I also understand that Germany now has a train that uses a hydrogen fuel cell. There is even a small personal aircraft that uses a hydrogen fuel cell. Promising…
Figure 43. Hydrogen Fuel Cell
The takeaway from this chapter is a shared opinion by me and many other competent sources that renewable energy will not be able to replace all fossil fuel use in just 12 years. It will be several decades to accomplish if at all. While a noble goal, there will be significant costs to the consumer and to the US economy. As of now, the US is energy independent. For those old enough to remember it, the oil embargo that started in 1973 saw the exponential rise in gasoline prices plus the rationing of gas. All of that was because the US was dependent upon Middle Eastern oil. As a result of that nightmare, there was a desire for the US to become energy independent. The US has reached that goal and is exporting oil and natural gas. As such, oil prices, after inflation, are now only slightly more than they were decades ago. With the low price of oil and natural gas, the cost to replace them will seem to be higher. I do not believe that AOC will be successful with her Green New Deal. Not only is it not practical or even achievable, but it will be hugely expensive.

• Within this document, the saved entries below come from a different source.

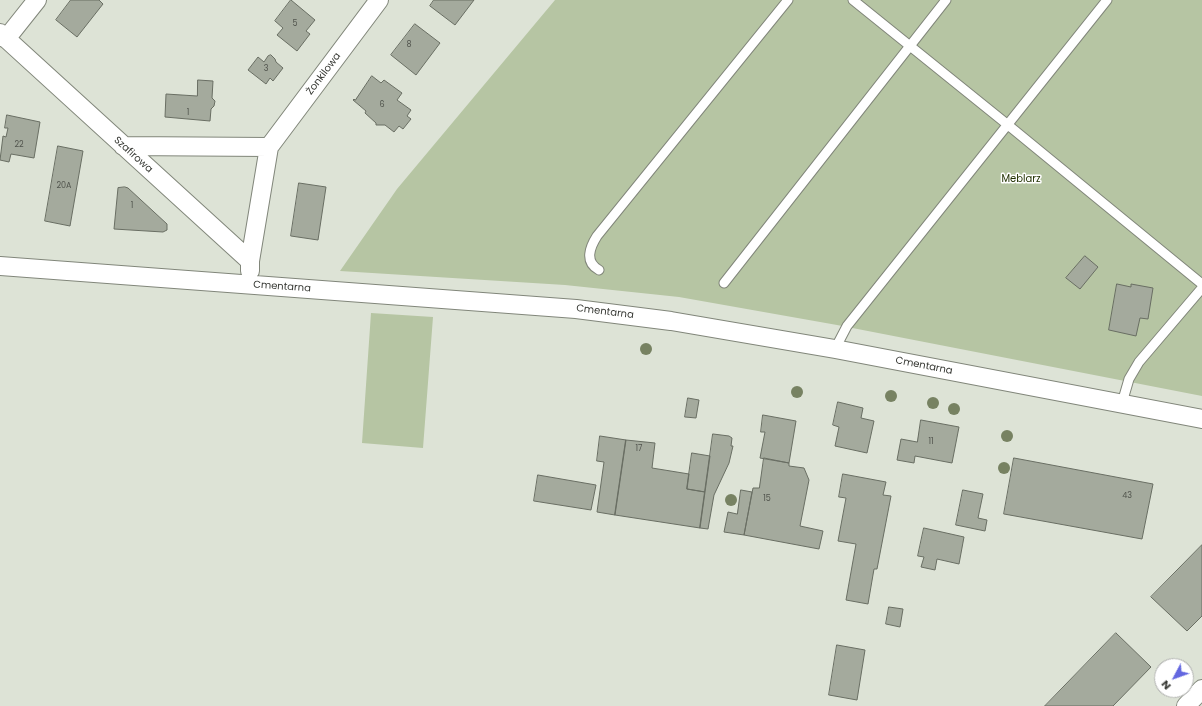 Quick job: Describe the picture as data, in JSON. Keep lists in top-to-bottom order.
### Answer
{
  "streets": {
    "street": ["Żonkilowa", "Szafirowa", "Cmentarna"]
  },
  "crossings": [
    ["Żonkilowa", "Szafirowa"]
  ],
  "parks": ["Meblarz"],
  "house_numbers": [
    "5",
    "8",
    "3",
    "6",
    "1",
    "22",
    "20A",
    "1",
    "11",
    "17",
    "43",
    "15"
  ],
  "north": "bottom left"
} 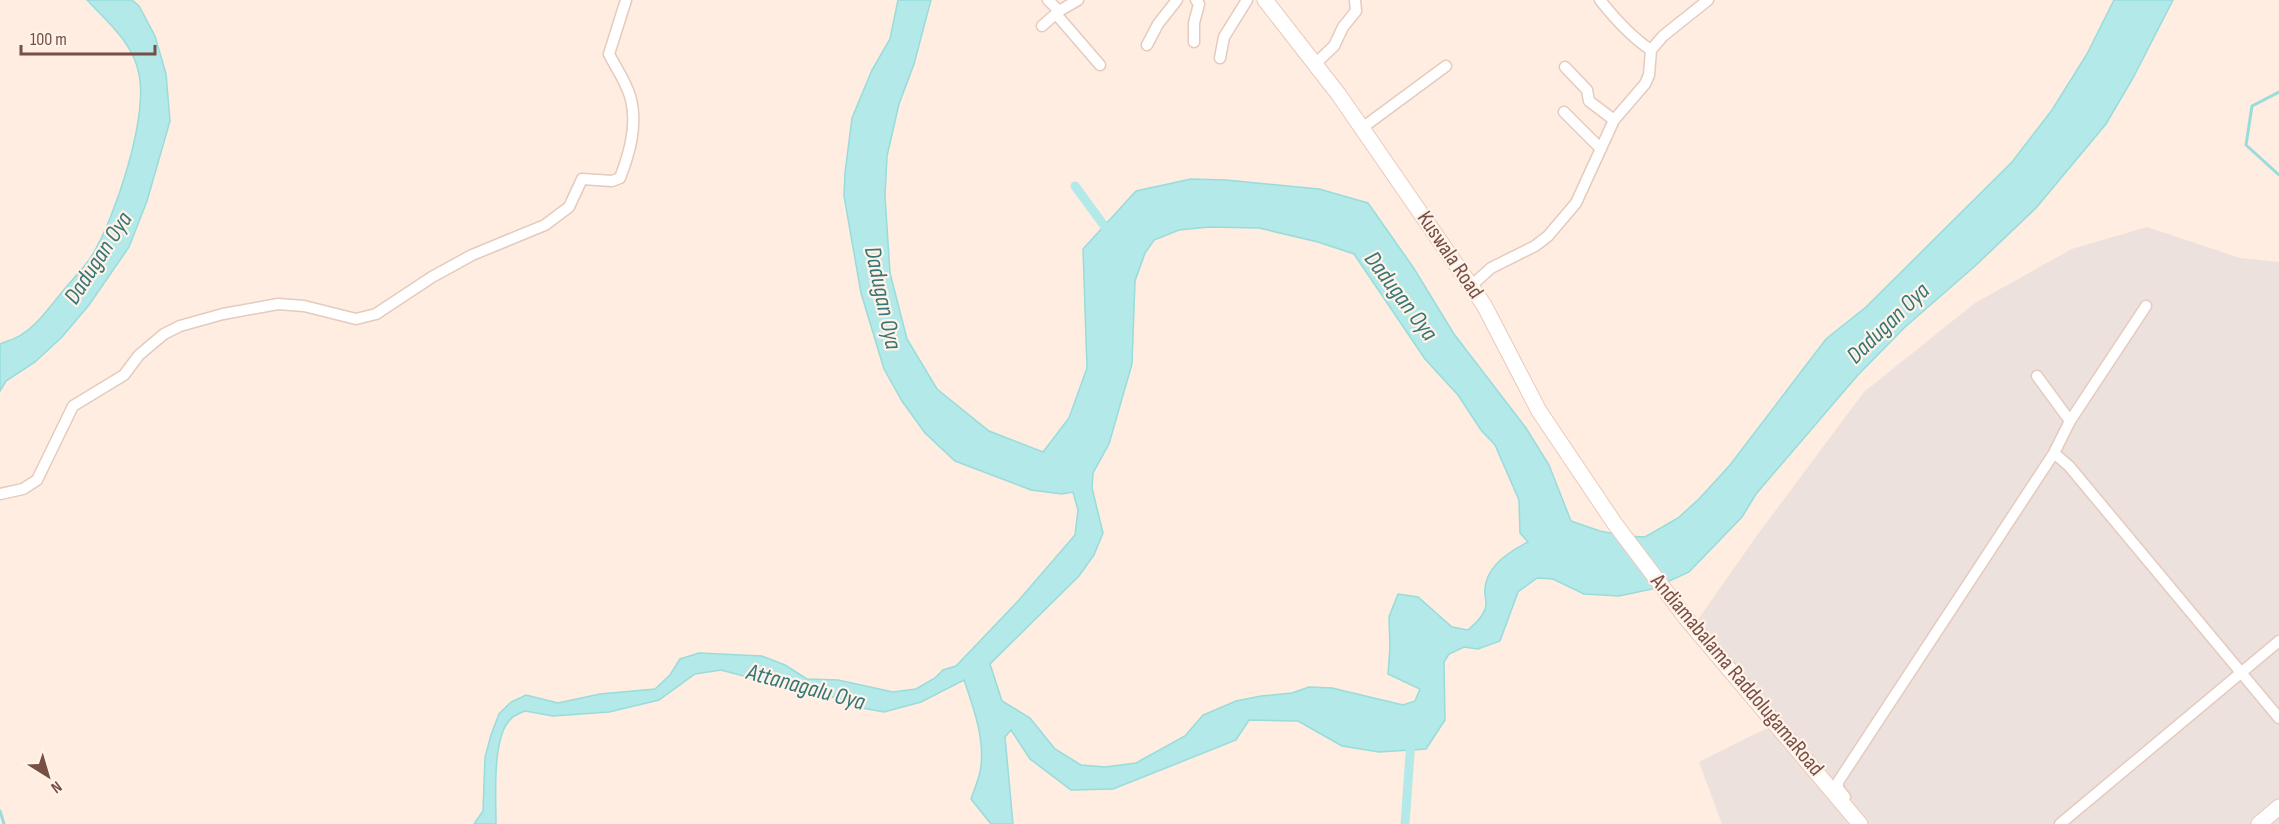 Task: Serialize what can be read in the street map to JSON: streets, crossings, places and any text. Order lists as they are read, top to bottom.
{
  "streets": {
    "street": ["Kuswala Road", "Andiamabalama RaddolugamaRoad"]
  },
  "crossings": [
    ["Kuswala Road", "Andiamabalama RaddolugamaRoad"]
  ],
  "water": ["Dadugan Oya", "Attanagalu Oya"],
  "scale_bar": "100 m",
  "north": "bottom right"
} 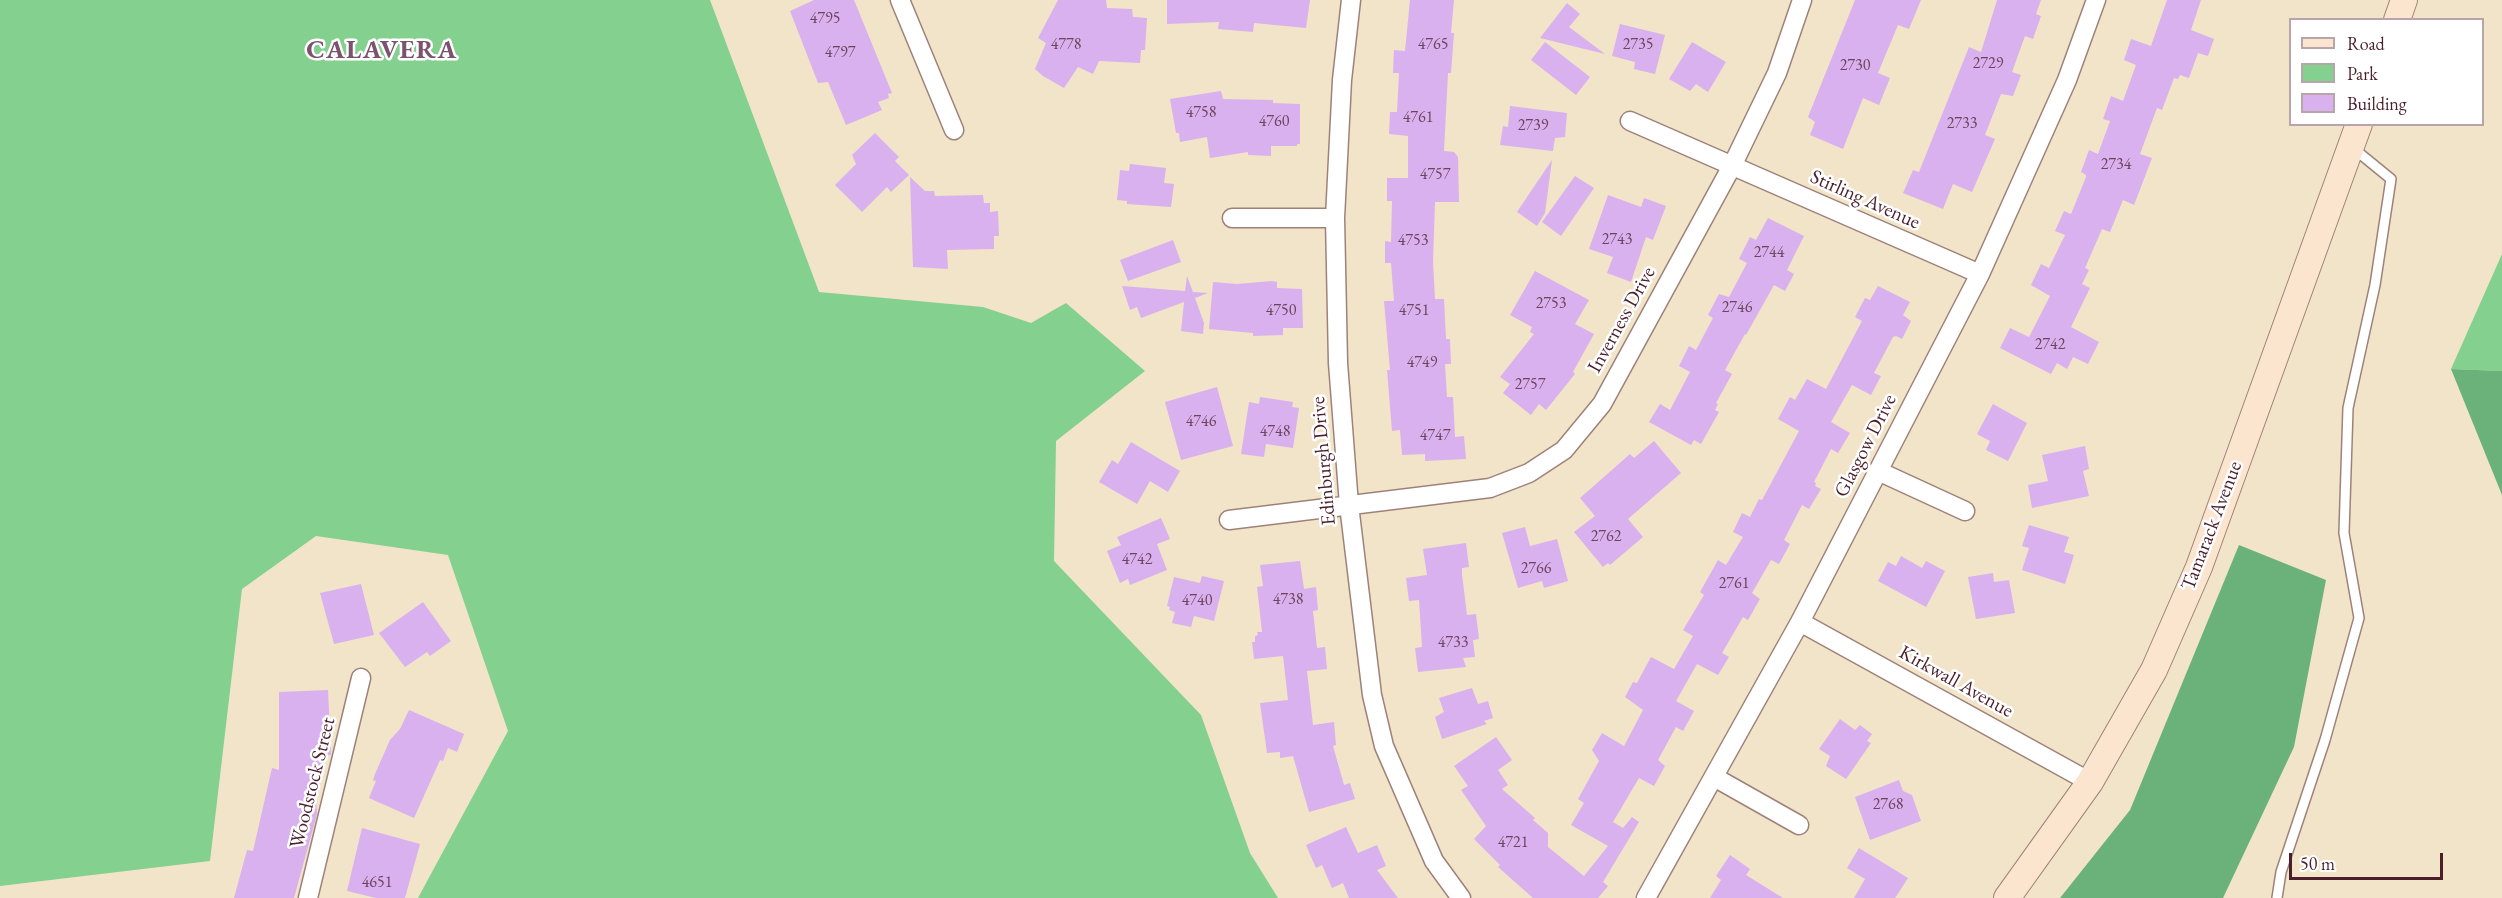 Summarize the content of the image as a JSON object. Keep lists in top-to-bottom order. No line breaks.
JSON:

There are renewable energy sources as an alternate to fossil fuels. However, even being optimistic, renewable energy cannot replace fossil fuel in the near timeframe for US energy needs. And remember, the US energy usage is only a portion of the world’s energy use. While renewable energy options appear to be the best environmentally, some of the renewable energy options contain hidden environmental and cost factors/impacts that need to be addressed.